__Exercise requirements__: Ignoring the images, restate the records below word for word.

Collected data
================
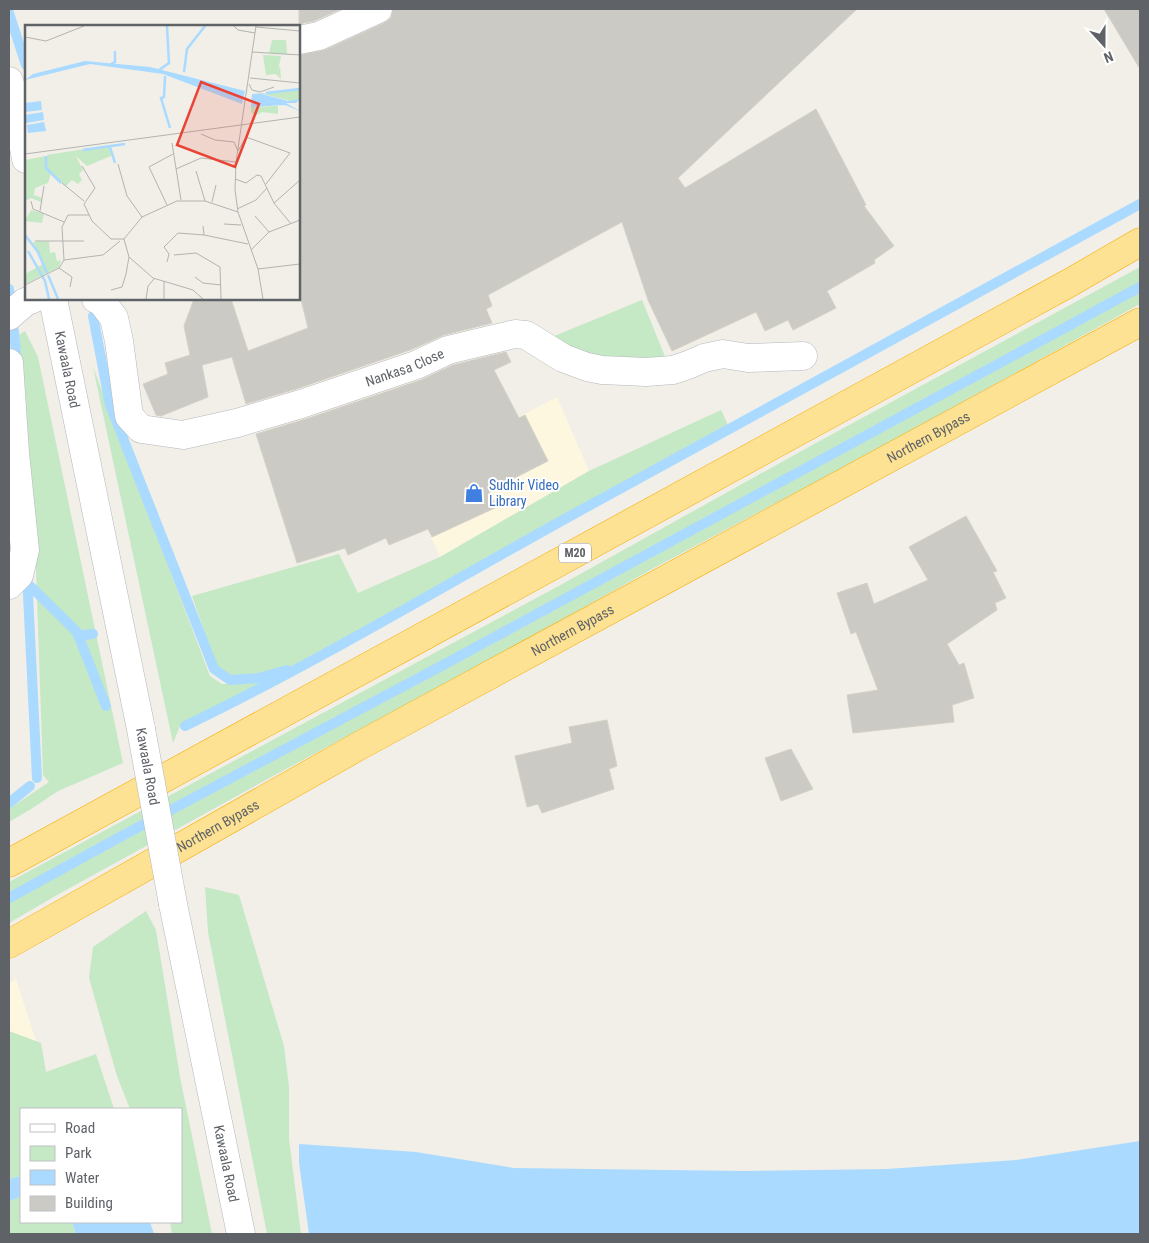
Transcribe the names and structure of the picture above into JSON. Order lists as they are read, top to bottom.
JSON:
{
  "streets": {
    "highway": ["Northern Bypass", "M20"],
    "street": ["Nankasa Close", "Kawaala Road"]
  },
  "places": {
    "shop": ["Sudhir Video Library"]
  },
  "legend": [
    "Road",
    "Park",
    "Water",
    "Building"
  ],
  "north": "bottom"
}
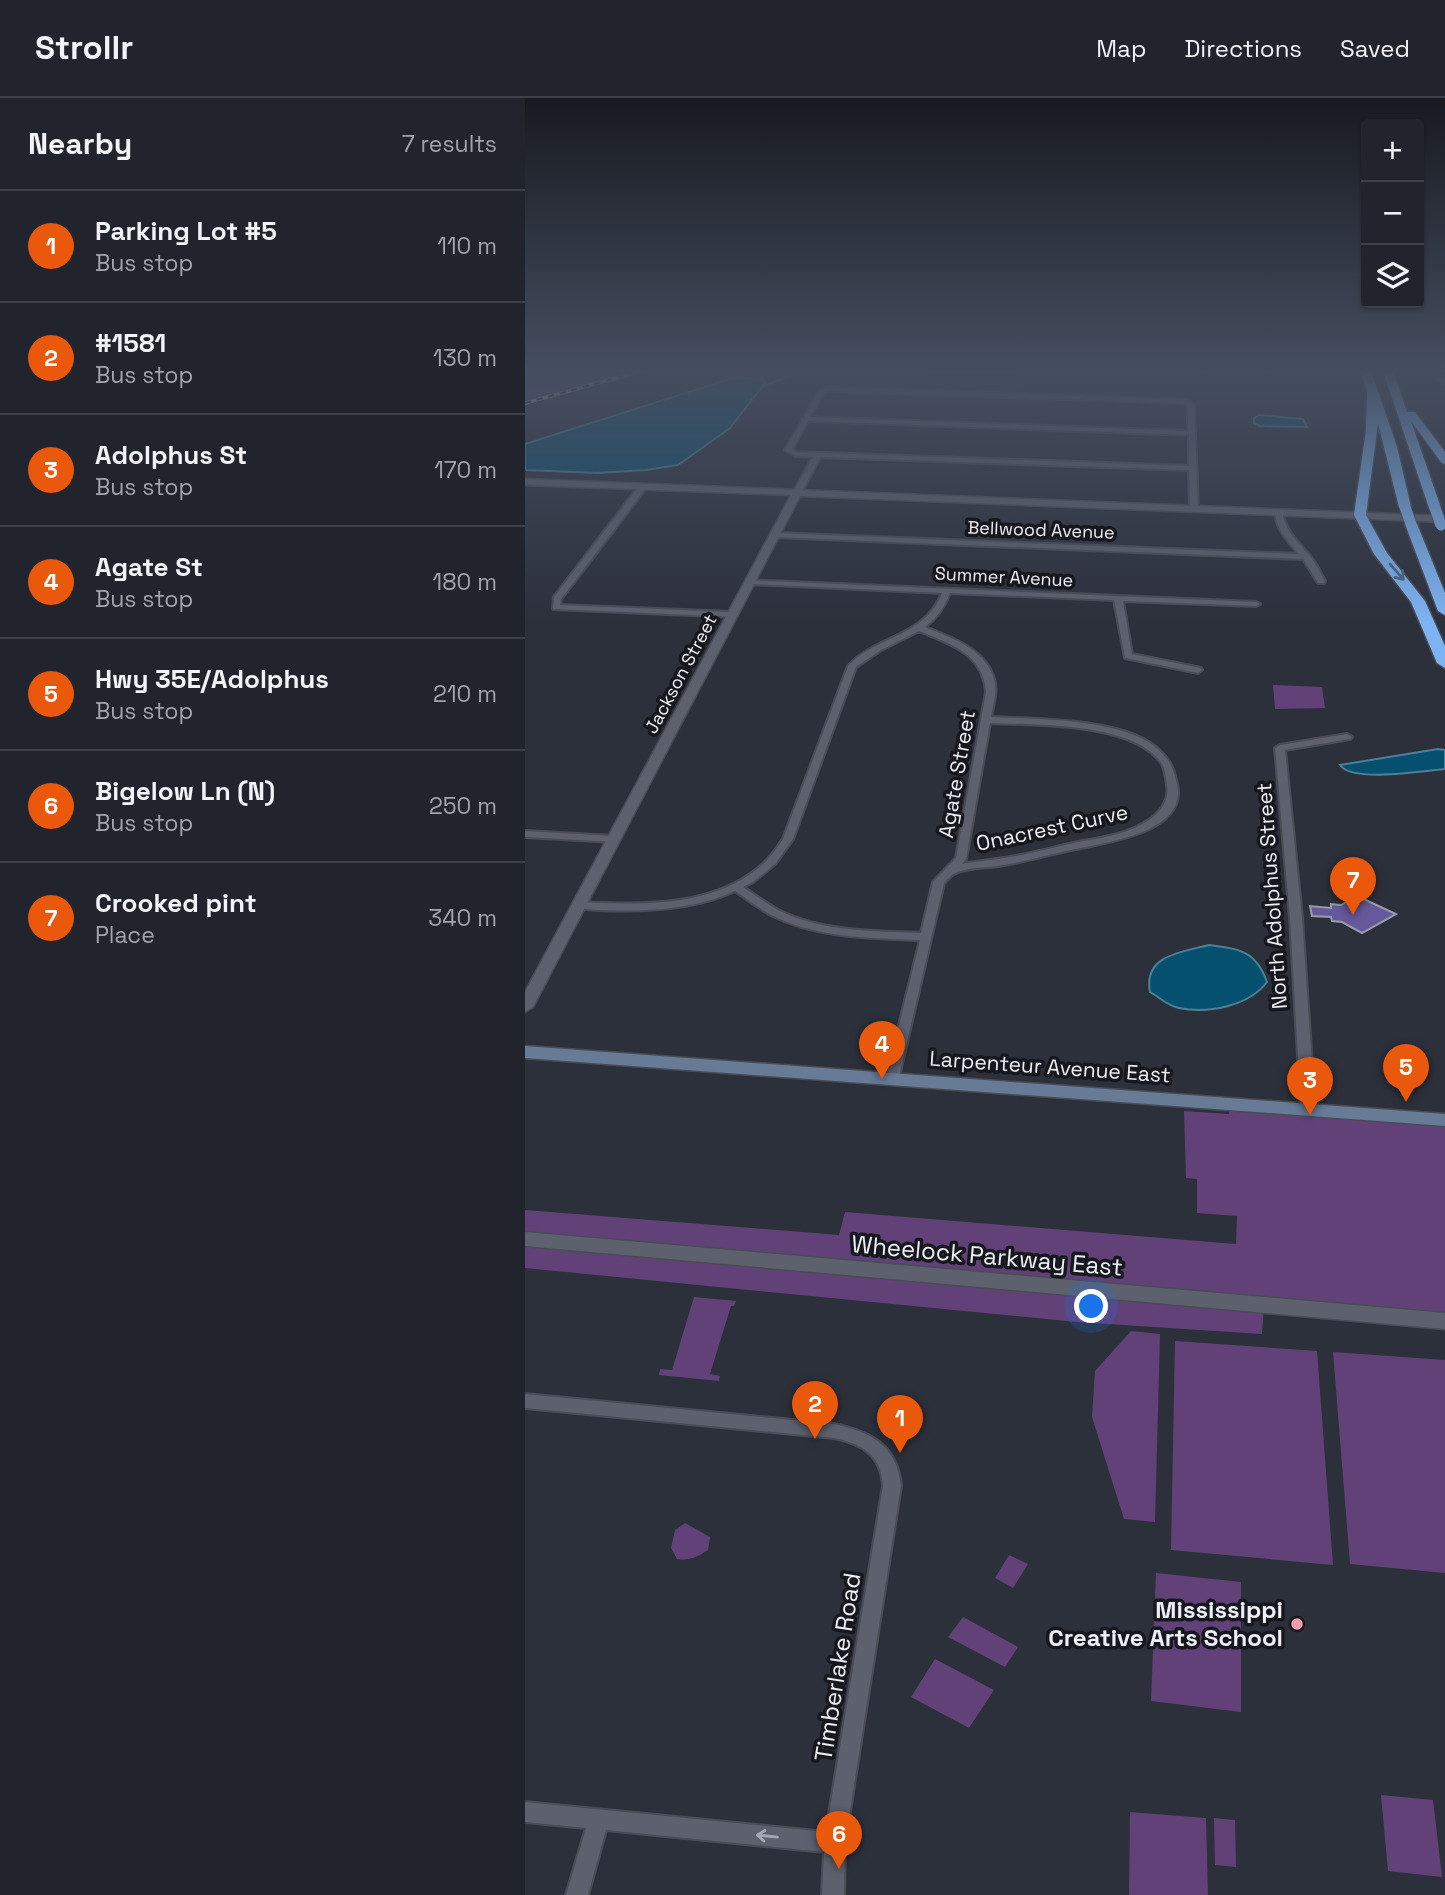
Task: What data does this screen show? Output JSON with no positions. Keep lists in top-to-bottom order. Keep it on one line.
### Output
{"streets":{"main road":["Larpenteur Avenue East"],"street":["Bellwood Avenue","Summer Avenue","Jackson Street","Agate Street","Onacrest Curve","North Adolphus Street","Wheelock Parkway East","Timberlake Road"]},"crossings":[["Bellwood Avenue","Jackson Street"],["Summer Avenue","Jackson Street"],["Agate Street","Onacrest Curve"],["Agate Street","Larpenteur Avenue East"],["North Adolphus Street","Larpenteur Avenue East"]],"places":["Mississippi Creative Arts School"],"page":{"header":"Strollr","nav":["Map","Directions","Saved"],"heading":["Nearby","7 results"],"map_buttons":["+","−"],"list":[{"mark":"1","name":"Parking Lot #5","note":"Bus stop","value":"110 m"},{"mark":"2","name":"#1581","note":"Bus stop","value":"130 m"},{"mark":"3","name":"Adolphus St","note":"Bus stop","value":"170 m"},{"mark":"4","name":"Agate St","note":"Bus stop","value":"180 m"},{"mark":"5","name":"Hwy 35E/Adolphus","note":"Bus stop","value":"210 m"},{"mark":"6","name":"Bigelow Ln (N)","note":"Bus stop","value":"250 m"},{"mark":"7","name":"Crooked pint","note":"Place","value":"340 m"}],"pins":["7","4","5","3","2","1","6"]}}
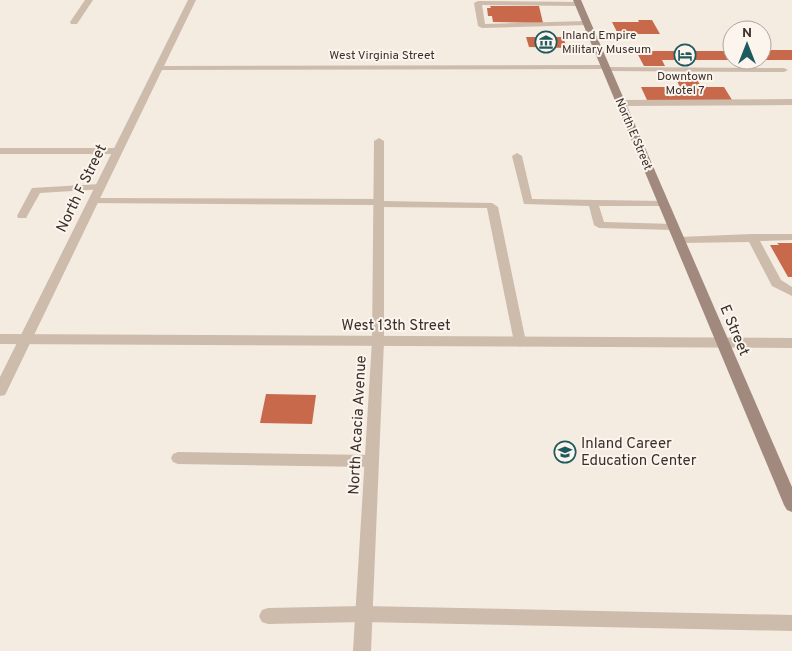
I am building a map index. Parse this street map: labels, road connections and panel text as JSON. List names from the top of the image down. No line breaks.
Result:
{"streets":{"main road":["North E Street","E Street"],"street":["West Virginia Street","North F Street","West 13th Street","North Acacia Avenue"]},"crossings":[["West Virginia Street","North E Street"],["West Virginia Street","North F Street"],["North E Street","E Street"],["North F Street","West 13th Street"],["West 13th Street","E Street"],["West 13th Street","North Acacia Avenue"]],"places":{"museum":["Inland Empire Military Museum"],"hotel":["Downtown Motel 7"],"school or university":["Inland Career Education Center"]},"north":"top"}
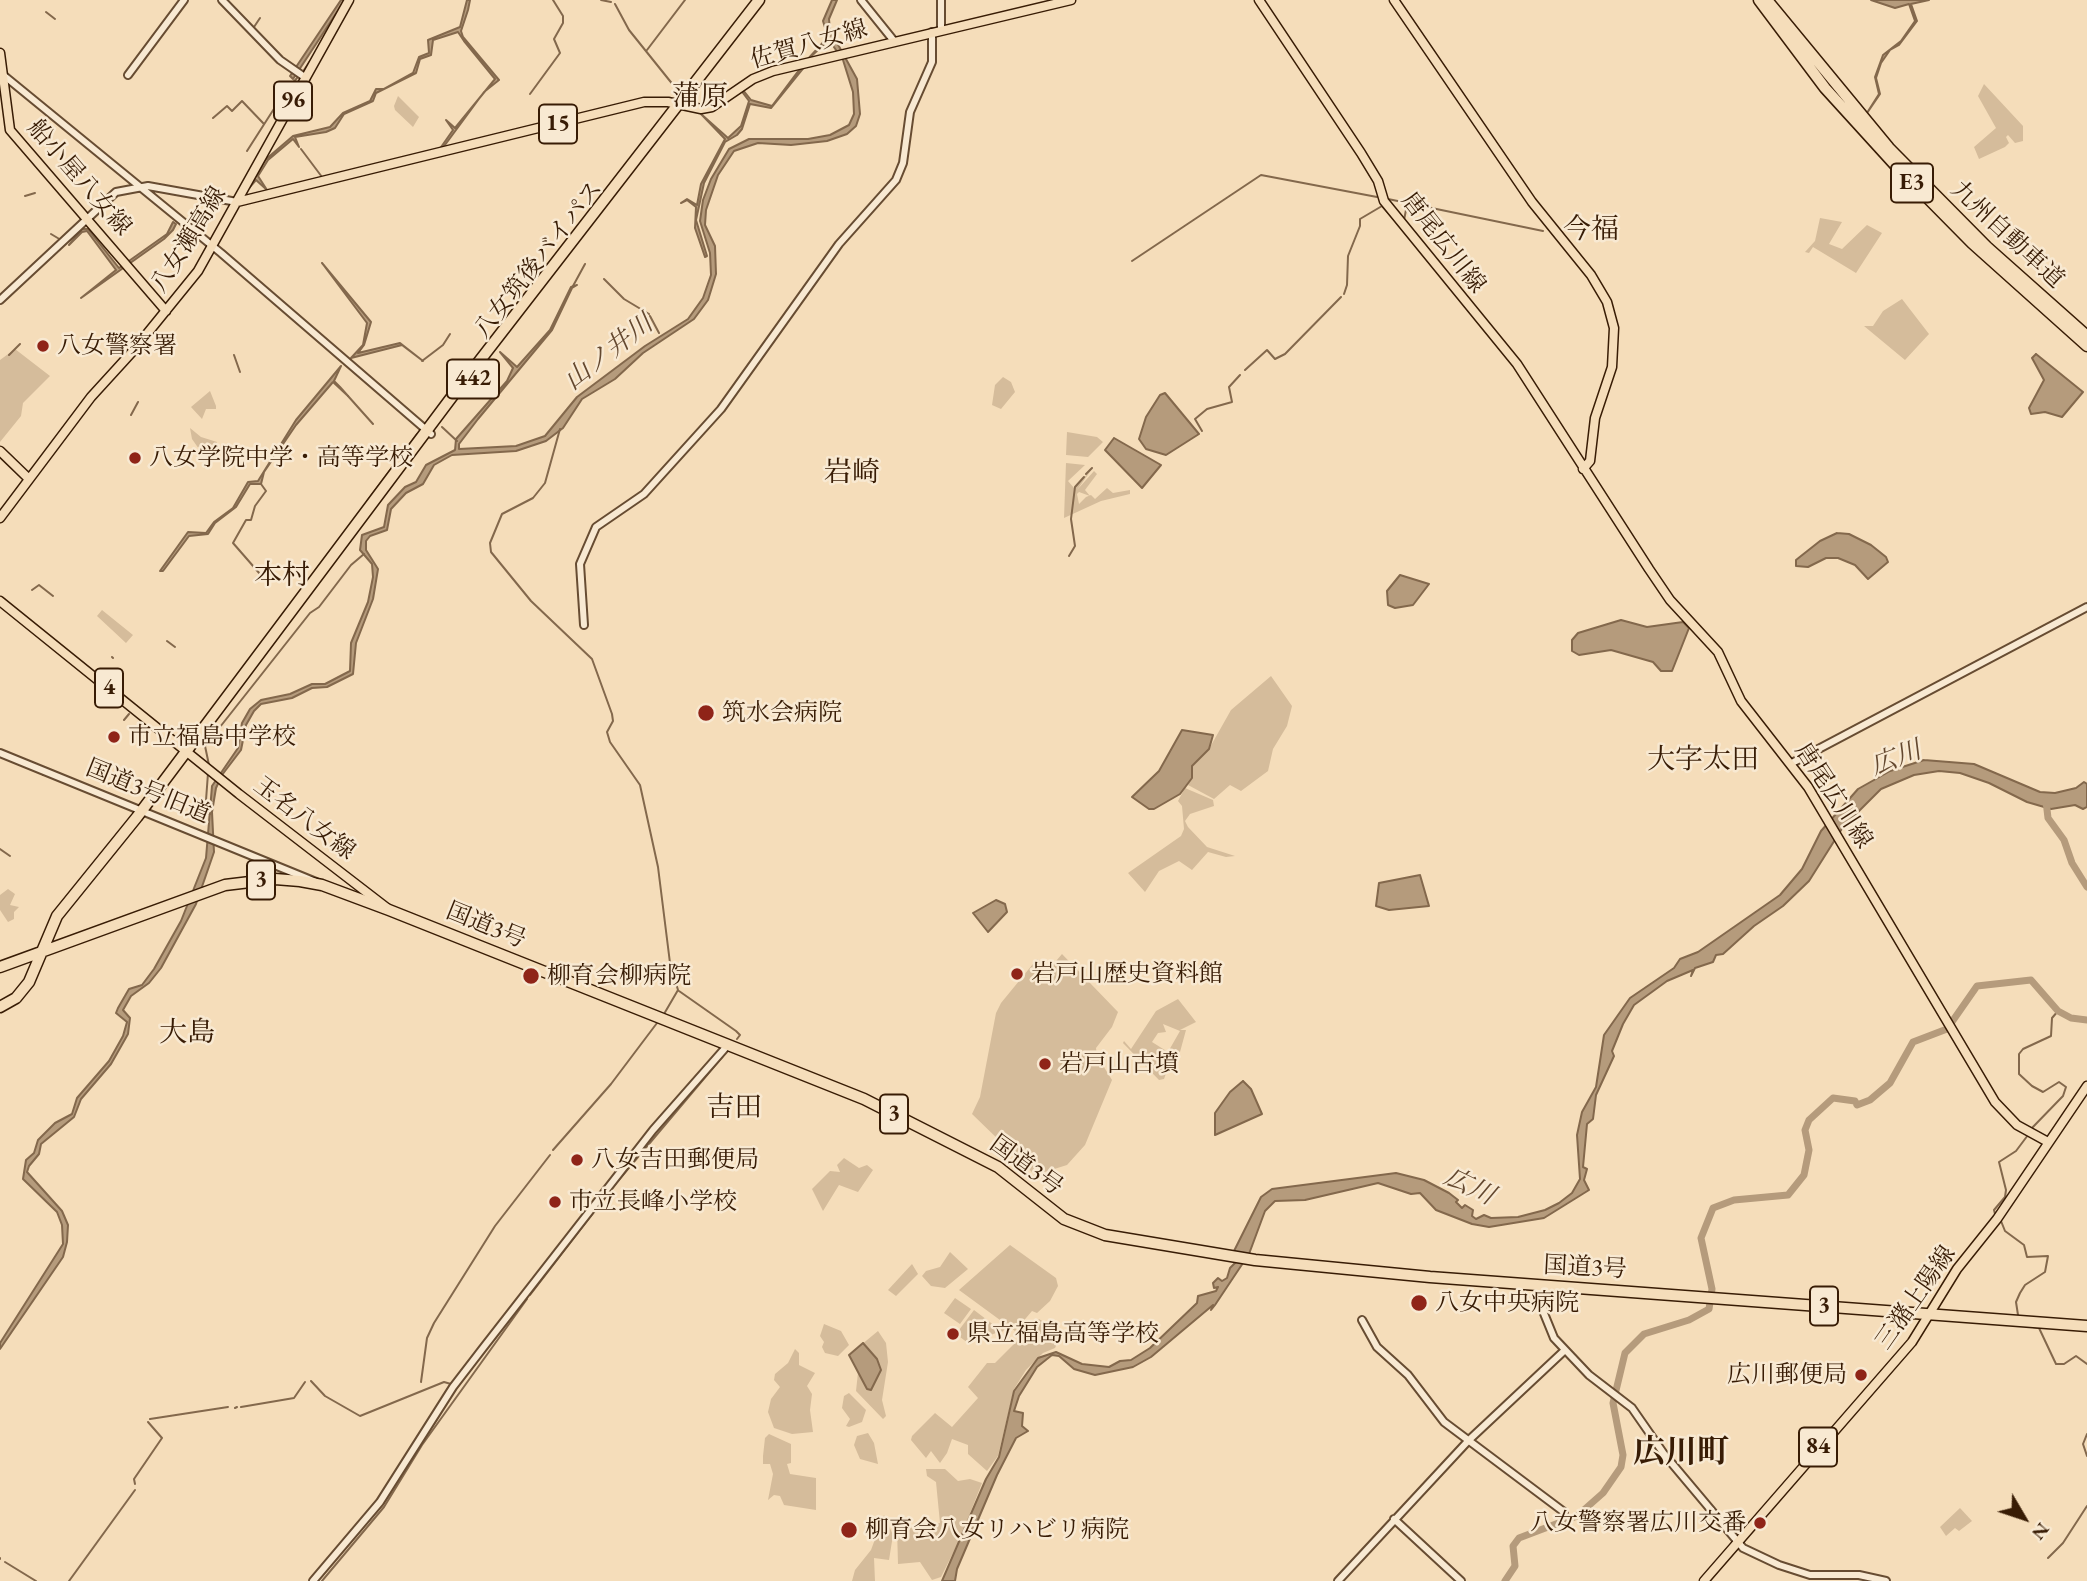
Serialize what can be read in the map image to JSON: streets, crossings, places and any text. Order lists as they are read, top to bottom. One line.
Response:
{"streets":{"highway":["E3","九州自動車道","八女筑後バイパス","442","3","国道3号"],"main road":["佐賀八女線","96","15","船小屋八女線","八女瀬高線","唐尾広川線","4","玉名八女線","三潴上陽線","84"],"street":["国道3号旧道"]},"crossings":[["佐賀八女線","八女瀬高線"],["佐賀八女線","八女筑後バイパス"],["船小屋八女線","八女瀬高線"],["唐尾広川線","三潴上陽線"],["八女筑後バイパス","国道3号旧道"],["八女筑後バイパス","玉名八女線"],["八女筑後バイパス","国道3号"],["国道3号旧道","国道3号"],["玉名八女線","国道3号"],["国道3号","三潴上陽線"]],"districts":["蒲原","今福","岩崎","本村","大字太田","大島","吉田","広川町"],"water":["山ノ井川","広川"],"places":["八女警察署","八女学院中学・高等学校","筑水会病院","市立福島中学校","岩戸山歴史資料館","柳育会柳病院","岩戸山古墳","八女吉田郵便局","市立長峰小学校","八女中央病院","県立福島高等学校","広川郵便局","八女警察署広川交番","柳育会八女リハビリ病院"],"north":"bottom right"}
================
__Finished exercise__:
Transcribe the names and structure of the picture above into JSON. Order lists as they are read, top to bottom.
JSON:
{
  "streets": {
    "highway": ["Northern Bypass", "M20"],
    "street": ["Nankasa Close", "Kawaala Road"]
  },
  "places": {
    "shop": ["Sudhir Video Library"]
  },
  "legend": [
    "Road",
    "Park",
    "Water",
    "Building"
  ],
  "north": "bottom"
}
Task: What data does this screen show? Output JSON with no positions. Keep lists in top-to-bottom order. Keep it on one line.
### Output
{"streets":{"main road":["Larpenteur Avenue East"],"street":["Bellwood Avenue","Summer Avenue","Jackson Street","Agate Street","Onacrest Curve","North Adolphus Street","Wheelock Parkway East","Timberlake Road"]},"crossings":[["Bellwood Avenue","Jackson Street"],["Summer Avenue","Jackson Street"],["Agate Street","Onacrest Curve"],["Agate Street","Larpenteur Avenue East"],["North Adolphus Street","Larpenteur Avenue East"]],"places":["Mississippi Creative Arts School"],"page":{"header":"Strollr","nav":["Map","Directions","Saved"],"heading":["Nearby","7 results"],"map_buttons":["+","−"],"list":[{"mark":"1","name":"Parking Lot #5","note":"Bus stop","value":"110 m"},{"mark":"2","name":"#1581","note":"Bus stop","value":"130 m"},{"mark":"3","name":"Adolphus St","note":"Bus stop","value":"170 m"},{"mark":"4","name":"Agate St","note":"Bus stop","value":"180 m"},{"mark":"5","name":"Hwy 35E/Adolphus","note":"Bus stop","value":"210 m"},{"mark":"6","name":"Bigelow Ln (N)","note":"Bus stop","value":"250 m"},{"mark":"7","name":"Crooked pint","note":"Place","value":"340 m"}],"pins":["7","4","5","3","2","1","6"]}}
I am building a map index. Parse this street map: labels, road connections and panel text as JSON. List names from the top of the image down. No line breaks.
Result:
{"streets":{"main road":["North E Street","E Street"],"street":["West Virginia Street","North F Street","West 13th Street","North Acacia Avenue"]},"crossings":[["West Virginia Street","North E Street"],["West Virginia Street","North F Street"],["North E Street","E Street"],["North F Street","West 13th Street"],["West 13th Street","E Street"],["West 13th Street","North Acacia Avenue"]],"places":{"museum":["Inland Empire Military Museum"],"hotel":["Downtown Motel 7"],"school or university":["Inland Career Education Center"]},"north":"top"}
Serialize what can be read in the map image to JSON: streets, crossings, places and any text. Order lists as they are read, top to bottom. One line.
Response:
{"streets":{"highway":["E3","九州自動車道","八女筑後バイパス","442","3","国道3号"],"main road":["佐賀八女線","96","15","船小屋八女線","八女瀬高線","唐尾広川線","4","玉名八女線","三潴上陽線","84"],"street":["国道3号旧道"]},"crossings":[["佐賀八女線","八女瀬高線"],["佐賀八女線","八女筑後バイパス"],["船小屋八女線","八女瀬高線"],["唐尾広川線","三潴上陽線"],["八女筑後バイパス","国道3号旧道"],["八女筑後バイパス","玉名八女線"],["八女筑後バイパス","国道3号"],["国道3号旧道","国道3号"],["玉名八女線","国道3号"],["国道3号","三潴上陽線"]],"districts":["蒲原","今福","岩崎","本村","大字太田","大島","吉田","広川町"],"water":["山ノ井川","広川"],"places":["八女警察署","八女学院中学・高等学校","筑水会病院","市立福島中学校","岩戸山歴史資料館","柳育会柳病院","岩戸山古墳","八女吉田郵便局","市立長峰小学校","八女中央病院","県立福島高等学校","広川郵便局","八女警察署広川交番","柳育会八女リハビリ病院"],"north":"bottom right"}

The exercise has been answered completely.